--- Task objective ---
In the data below, the answer is the run of lines from the line containing "display:block; font-size:35px; line-height:42px" through the line containing "display:flex; flex:1; min-height:0", both included; print it exactly and nothing else.

--- Material for the task ---
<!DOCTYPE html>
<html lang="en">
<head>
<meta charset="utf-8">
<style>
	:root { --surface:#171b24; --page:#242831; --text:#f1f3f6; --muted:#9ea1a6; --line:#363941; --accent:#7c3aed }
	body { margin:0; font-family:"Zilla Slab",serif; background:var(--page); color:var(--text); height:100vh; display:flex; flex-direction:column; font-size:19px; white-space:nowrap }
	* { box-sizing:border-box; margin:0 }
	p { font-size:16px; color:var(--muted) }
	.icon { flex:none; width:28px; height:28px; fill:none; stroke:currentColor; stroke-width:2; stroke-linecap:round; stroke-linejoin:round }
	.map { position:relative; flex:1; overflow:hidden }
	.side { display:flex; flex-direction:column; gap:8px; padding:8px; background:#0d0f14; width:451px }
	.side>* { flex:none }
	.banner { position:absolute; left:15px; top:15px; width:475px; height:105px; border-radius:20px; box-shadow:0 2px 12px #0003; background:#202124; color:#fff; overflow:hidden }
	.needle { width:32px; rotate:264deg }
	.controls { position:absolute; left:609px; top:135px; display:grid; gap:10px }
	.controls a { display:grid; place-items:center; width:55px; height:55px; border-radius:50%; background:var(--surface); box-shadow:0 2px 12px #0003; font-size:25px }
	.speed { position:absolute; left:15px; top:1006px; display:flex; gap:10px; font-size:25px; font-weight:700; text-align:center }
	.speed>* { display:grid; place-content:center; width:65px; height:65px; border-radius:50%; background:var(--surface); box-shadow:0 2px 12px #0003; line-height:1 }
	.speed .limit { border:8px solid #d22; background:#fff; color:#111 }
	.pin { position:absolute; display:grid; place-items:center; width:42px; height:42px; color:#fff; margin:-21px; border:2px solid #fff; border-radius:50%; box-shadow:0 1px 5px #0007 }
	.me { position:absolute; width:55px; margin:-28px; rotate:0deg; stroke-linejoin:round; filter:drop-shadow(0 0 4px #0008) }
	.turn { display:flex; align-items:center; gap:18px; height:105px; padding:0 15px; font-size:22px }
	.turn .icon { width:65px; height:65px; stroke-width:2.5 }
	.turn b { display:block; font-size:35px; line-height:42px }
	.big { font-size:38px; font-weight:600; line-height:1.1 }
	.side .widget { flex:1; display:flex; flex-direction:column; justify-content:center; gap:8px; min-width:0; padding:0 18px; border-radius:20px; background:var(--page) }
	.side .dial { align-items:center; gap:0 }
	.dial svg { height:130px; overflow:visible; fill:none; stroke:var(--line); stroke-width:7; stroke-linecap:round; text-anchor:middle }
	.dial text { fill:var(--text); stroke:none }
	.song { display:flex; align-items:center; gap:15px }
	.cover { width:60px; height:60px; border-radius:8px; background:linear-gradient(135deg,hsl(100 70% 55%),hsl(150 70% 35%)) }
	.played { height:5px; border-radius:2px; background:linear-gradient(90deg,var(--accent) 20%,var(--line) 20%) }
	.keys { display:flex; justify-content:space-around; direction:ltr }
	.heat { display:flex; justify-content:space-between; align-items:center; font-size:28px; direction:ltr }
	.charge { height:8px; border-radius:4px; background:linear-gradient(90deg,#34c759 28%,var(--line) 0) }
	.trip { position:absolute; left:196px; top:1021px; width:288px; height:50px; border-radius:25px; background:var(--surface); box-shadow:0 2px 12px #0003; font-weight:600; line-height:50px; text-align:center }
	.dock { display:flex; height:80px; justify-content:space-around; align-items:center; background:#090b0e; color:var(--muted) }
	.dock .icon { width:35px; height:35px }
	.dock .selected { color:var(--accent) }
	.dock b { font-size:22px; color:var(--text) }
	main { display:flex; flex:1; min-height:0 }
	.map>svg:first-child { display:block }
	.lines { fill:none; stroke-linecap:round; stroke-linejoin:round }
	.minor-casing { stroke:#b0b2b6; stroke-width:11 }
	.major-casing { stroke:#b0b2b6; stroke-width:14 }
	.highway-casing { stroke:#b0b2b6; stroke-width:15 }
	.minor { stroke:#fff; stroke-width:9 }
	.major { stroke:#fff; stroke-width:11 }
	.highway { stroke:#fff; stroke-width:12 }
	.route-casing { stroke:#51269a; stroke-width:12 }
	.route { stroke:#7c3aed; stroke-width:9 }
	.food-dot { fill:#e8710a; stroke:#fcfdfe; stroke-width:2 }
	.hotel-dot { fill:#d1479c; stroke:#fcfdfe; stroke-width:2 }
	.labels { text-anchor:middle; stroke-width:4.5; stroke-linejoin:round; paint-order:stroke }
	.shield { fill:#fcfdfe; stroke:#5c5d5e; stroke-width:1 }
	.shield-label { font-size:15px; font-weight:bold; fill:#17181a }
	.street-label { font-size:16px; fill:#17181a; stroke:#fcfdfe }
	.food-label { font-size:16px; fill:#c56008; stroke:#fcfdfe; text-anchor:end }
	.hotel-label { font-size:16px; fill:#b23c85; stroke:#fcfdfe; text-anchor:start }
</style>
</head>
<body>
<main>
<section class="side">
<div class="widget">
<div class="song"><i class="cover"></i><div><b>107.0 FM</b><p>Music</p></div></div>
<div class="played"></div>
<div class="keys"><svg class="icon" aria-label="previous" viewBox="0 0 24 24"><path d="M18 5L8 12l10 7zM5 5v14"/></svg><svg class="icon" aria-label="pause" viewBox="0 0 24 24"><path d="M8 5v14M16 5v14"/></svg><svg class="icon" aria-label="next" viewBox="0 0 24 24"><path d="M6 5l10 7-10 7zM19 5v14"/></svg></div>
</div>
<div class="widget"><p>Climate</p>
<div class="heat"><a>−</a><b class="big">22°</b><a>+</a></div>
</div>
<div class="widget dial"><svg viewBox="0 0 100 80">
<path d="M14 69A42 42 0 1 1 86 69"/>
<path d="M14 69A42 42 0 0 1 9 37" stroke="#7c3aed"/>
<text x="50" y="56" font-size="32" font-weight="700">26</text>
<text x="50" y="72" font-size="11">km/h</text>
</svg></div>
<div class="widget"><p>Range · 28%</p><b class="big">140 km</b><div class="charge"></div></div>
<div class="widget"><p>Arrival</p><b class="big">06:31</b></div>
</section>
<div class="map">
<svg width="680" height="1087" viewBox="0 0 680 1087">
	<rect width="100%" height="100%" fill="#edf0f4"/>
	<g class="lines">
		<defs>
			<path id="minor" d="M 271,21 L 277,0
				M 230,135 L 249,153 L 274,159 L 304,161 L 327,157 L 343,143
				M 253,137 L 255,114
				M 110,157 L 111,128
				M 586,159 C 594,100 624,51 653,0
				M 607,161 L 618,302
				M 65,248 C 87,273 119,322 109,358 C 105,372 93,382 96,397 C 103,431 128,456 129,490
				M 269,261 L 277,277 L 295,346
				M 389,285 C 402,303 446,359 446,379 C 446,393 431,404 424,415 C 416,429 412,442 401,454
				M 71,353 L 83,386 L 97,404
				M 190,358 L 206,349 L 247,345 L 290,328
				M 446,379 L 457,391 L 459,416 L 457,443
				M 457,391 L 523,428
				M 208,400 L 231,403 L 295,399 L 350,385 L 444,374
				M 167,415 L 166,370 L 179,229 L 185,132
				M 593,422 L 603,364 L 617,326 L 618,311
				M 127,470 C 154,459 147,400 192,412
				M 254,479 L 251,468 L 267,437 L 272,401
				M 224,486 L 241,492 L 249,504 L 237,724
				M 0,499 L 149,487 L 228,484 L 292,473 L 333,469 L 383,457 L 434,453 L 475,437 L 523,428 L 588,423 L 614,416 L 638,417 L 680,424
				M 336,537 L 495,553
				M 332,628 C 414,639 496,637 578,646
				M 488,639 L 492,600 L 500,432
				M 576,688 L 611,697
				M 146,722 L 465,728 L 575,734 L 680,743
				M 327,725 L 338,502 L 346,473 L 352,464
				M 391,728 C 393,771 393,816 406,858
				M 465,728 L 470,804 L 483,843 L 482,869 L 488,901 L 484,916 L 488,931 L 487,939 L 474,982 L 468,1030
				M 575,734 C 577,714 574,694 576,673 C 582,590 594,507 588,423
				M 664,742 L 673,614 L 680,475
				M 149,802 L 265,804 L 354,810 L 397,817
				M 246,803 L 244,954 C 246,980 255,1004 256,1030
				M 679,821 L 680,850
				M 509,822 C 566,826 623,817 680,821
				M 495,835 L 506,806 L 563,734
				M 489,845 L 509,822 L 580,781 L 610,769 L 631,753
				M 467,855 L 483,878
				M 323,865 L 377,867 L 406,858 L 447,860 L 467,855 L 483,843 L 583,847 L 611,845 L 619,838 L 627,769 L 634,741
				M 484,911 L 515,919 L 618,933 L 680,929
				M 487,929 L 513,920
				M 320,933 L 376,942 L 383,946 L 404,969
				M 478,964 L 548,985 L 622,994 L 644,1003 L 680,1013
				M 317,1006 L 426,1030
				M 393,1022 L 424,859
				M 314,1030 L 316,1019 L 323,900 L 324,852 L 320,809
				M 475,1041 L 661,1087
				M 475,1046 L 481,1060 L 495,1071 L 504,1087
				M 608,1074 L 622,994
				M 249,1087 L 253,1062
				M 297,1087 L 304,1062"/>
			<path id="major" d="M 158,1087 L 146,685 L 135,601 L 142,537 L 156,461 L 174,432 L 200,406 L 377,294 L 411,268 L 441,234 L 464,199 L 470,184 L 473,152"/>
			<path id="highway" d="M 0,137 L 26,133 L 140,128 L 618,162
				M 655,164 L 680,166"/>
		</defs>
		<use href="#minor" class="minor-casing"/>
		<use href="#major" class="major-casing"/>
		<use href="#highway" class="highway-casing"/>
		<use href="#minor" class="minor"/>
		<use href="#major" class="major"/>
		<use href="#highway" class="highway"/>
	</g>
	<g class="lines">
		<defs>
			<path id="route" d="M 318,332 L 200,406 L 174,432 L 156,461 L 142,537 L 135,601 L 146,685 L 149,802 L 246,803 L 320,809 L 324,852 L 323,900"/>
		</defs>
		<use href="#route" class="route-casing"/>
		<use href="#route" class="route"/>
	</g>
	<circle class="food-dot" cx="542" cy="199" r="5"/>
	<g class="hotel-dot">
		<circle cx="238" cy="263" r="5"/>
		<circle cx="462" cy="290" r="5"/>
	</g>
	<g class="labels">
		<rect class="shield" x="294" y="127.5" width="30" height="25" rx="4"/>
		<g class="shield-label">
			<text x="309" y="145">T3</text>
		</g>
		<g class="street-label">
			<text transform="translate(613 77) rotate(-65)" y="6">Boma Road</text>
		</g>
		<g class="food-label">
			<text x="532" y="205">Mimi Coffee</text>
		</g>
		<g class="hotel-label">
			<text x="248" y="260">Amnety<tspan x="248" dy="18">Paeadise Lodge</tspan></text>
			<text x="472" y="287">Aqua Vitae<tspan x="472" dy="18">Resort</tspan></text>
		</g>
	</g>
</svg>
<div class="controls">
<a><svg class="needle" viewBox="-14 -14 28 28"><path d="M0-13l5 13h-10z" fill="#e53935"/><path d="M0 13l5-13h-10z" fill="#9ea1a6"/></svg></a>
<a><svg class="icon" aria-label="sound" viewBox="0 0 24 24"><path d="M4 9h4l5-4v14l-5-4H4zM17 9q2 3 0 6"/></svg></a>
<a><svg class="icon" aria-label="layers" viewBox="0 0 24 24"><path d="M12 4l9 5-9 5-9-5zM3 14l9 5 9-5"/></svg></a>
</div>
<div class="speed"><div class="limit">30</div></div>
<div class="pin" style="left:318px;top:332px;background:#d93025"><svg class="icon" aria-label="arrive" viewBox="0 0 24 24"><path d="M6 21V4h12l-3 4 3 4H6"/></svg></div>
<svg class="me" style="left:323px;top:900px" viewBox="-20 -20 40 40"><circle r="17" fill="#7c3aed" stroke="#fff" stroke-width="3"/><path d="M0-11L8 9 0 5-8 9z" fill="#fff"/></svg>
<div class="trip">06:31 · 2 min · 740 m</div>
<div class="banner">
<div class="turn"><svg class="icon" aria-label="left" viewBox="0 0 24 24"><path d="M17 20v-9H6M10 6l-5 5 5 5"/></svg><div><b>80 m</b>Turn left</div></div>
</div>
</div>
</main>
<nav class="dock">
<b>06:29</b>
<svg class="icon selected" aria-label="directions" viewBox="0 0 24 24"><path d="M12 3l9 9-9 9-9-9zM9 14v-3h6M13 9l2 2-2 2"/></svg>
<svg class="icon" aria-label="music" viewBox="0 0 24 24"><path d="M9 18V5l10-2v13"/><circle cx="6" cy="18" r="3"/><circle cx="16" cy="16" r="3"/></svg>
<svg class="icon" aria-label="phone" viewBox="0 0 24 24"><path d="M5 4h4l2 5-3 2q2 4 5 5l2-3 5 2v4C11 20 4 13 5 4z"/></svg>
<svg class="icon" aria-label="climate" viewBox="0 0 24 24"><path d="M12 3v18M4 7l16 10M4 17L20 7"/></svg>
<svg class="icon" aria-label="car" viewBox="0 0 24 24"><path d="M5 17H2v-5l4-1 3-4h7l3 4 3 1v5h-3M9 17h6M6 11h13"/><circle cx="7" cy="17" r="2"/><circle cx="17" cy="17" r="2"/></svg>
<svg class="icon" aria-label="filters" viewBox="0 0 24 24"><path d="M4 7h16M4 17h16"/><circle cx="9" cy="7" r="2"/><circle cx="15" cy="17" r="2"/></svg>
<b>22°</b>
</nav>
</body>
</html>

---

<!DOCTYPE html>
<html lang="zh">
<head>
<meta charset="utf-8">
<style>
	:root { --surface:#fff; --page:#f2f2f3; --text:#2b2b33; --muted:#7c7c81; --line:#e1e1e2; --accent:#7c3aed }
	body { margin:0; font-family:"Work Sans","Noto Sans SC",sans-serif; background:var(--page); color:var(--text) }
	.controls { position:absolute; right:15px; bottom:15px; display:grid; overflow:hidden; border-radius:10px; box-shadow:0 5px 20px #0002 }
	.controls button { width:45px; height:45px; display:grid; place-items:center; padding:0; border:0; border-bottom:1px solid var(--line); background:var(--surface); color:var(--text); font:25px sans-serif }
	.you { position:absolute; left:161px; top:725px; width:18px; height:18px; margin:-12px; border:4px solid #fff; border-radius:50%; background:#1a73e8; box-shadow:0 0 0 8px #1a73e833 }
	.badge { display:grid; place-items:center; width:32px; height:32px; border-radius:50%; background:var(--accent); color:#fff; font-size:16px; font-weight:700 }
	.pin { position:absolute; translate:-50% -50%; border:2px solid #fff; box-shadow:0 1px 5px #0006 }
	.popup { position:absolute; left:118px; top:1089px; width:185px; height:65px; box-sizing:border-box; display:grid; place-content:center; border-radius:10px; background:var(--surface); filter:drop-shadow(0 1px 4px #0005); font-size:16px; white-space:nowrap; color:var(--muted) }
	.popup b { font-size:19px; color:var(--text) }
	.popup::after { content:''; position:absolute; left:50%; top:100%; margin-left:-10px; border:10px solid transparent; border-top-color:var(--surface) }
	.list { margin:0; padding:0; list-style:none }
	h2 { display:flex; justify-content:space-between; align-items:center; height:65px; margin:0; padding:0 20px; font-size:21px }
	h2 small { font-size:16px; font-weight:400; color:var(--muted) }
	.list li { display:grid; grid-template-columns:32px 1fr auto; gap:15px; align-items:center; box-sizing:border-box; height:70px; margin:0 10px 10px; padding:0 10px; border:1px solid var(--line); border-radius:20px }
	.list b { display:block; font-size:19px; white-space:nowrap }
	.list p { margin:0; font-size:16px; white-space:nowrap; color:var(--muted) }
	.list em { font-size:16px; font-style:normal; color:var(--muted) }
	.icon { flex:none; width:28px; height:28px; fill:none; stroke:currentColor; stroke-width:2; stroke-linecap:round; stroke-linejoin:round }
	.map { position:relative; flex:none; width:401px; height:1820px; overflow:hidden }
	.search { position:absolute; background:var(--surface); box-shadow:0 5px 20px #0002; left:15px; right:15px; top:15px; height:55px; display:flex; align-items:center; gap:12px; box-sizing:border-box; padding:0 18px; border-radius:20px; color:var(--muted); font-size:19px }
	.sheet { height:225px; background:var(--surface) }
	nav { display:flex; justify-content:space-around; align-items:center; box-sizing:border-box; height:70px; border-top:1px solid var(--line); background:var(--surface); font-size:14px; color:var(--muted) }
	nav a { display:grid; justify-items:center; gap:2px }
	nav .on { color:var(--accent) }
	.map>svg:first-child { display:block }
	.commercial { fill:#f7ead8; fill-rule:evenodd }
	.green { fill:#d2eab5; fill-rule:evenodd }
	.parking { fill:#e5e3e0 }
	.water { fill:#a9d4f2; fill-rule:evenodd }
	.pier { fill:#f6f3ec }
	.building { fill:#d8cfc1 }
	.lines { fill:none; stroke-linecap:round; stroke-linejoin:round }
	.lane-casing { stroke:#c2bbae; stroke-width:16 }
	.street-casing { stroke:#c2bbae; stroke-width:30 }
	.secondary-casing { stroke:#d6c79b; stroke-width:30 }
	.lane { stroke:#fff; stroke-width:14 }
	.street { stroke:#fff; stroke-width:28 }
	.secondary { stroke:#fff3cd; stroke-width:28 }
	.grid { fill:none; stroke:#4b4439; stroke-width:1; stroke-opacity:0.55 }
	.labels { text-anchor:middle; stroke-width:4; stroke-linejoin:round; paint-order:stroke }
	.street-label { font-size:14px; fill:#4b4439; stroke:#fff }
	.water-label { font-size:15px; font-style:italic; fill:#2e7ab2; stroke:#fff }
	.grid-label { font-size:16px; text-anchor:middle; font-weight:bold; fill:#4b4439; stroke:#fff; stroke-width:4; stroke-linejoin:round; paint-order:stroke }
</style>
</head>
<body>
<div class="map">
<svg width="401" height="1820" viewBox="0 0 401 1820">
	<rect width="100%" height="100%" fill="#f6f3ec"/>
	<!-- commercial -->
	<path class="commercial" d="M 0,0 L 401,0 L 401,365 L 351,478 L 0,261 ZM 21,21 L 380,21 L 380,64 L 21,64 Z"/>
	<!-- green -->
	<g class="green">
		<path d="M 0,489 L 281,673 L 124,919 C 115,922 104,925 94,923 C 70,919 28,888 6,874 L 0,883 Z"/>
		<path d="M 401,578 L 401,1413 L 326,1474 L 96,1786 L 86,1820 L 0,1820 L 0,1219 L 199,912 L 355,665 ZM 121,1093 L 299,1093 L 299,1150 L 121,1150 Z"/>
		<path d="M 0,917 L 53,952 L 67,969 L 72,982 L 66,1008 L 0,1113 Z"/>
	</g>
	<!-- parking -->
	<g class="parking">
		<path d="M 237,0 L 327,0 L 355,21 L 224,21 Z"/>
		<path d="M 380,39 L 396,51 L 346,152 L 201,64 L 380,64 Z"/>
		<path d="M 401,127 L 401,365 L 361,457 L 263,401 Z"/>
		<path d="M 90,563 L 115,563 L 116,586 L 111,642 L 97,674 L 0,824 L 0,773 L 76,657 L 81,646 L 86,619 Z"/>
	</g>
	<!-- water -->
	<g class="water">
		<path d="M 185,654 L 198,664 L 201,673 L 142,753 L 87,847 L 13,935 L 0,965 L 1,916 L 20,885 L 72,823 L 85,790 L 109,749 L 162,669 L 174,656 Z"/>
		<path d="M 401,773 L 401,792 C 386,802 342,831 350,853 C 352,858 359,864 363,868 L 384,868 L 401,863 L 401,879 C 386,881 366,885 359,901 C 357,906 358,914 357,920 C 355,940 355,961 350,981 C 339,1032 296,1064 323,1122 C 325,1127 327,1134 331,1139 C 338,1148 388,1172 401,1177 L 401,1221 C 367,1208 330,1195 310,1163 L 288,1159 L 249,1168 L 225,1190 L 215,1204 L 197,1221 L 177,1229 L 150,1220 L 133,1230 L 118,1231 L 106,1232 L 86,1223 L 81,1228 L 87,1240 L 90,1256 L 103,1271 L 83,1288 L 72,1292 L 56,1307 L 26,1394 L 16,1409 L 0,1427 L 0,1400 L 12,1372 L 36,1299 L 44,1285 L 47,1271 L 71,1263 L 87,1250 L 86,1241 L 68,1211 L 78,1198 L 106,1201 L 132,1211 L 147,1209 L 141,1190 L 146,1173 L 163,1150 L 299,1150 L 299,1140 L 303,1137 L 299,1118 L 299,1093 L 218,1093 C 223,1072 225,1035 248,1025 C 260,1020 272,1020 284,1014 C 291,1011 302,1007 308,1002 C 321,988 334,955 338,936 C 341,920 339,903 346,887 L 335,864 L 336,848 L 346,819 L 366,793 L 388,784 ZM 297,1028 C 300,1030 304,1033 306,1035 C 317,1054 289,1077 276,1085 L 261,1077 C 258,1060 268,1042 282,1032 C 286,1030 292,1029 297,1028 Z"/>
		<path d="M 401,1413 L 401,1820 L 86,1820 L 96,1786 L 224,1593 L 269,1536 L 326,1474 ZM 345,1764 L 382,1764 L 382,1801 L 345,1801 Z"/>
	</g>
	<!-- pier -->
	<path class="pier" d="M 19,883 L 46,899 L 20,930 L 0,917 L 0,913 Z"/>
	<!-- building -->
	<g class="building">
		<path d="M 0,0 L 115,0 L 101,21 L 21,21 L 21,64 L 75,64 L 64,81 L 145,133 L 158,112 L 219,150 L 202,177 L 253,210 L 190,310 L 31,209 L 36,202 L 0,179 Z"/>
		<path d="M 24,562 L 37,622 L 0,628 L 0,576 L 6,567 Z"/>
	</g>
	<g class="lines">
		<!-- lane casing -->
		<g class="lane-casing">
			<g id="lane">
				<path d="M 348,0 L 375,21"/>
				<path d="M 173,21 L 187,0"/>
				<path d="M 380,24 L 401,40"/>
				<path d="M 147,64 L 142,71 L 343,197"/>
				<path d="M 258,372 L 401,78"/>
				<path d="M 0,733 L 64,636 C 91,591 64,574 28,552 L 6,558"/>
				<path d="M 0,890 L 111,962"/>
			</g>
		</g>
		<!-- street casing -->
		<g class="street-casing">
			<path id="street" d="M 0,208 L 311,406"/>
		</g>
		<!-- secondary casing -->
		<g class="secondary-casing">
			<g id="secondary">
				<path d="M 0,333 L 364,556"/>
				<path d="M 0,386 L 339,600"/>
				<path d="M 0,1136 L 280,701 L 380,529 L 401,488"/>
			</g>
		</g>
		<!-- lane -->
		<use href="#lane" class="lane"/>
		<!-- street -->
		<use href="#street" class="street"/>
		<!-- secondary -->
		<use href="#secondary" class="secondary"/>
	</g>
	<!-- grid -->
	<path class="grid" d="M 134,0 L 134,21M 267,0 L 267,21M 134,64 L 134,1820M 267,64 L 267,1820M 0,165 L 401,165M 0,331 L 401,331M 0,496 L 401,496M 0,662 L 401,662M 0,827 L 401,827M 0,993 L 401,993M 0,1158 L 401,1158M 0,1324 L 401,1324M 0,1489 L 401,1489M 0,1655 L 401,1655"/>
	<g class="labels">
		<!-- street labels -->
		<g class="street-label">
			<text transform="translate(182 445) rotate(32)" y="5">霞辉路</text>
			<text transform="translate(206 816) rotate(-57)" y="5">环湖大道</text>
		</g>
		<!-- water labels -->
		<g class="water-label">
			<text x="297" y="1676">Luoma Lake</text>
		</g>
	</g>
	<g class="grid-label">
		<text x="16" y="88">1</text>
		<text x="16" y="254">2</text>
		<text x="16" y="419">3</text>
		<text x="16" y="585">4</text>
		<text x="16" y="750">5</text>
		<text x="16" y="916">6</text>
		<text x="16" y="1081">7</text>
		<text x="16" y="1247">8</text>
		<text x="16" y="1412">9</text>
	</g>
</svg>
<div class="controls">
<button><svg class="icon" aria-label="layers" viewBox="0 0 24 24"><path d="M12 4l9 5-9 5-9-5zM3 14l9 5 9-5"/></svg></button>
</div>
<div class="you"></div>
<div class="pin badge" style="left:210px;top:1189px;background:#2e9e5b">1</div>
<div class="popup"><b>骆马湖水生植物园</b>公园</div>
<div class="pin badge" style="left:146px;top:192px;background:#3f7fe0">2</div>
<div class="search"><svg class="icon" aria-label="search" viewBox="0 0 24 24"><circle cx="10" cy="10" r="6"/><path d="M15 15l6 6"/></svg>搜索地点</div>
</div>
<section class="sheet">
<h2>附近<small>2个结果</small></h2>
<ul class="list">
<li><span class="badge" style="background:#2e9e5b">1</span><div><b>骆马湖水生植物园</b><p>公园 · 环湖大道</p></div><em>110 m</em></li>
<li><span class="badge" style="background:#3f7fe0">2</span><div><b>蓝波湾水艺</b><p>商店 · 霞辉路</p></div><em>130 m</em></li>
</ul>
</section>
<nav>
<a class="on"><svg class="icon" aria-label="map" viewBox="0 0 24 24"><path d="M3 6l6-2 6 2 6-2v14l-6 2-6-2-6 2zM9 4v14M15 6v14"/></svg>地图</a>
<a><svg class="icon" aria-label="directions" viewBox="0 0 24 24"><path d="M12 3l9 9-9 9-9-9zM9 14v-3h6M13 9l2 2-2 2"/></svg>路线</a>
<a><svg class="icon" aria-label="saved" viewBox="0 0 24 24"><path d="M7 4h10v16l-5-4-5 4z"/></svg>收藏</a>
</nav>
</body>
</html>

--- Response for this exercise ---
	.turn b { display:block; font-size:35px; line-height:42px }
	.big { font-size:38px; font-weight:600; line-height:1.1 }
	.side .widget { flex:1; display:flex; flex-direction:column; justify-content:center; gap:8px; min-width:0; padding:0 18px; border-radius:20px; background:var(--page) }
	.side .dial { align-items:center; gap:0 }
	.dial svg { height:130px; overflow:visible; fill:none; stroke:var(--line); stroke-width:7; stroke-linecap:round; text-anchor:middle }
	.dial text { fill:var(--text); stroke:none }
	.song { display:flex; align-items:center; gap:15px }
	.cover { width:60px; height:60px; border-radius:8px; background:linear-gradient(135deg,hsl(100 70% 55%),hsl(150 70% 35%)) }
	.played { height:5px; border-radius:2px; background:linear-gradient(90deg,var(--accent) 20%,var(--line) 20%) }
	.keys { display:flex; justify-content:space-around; direction:ltr }
	.heat { display:flex; justify-content:space-between; align-items:center; font-size:28px; direction:ltr }
	.charge { height:8px; border-radius:4px; background:linear-gradient(90deg,#34c759 28%,var(--line) 0) }
	.trip { position:absolute; left:196px; top:1021px; width:288px; height:50px; border-radius:25px; background:var(--surface); box-shadow:0 2px 12px #0003; font-weight:600; line-height:50px; text-align:center }
	.dock { display:flex; height:80px; justify-content:space-around; align-items:center; background:#090b0e; color:var(--muted) }
	.dock .icon { width:35px; height:35px }
	.dock .selected { color:var(--accent) }
	.dock b { font-size:22px; color:var(--text) }
	main { display:flex; flex:1; min-height:0 }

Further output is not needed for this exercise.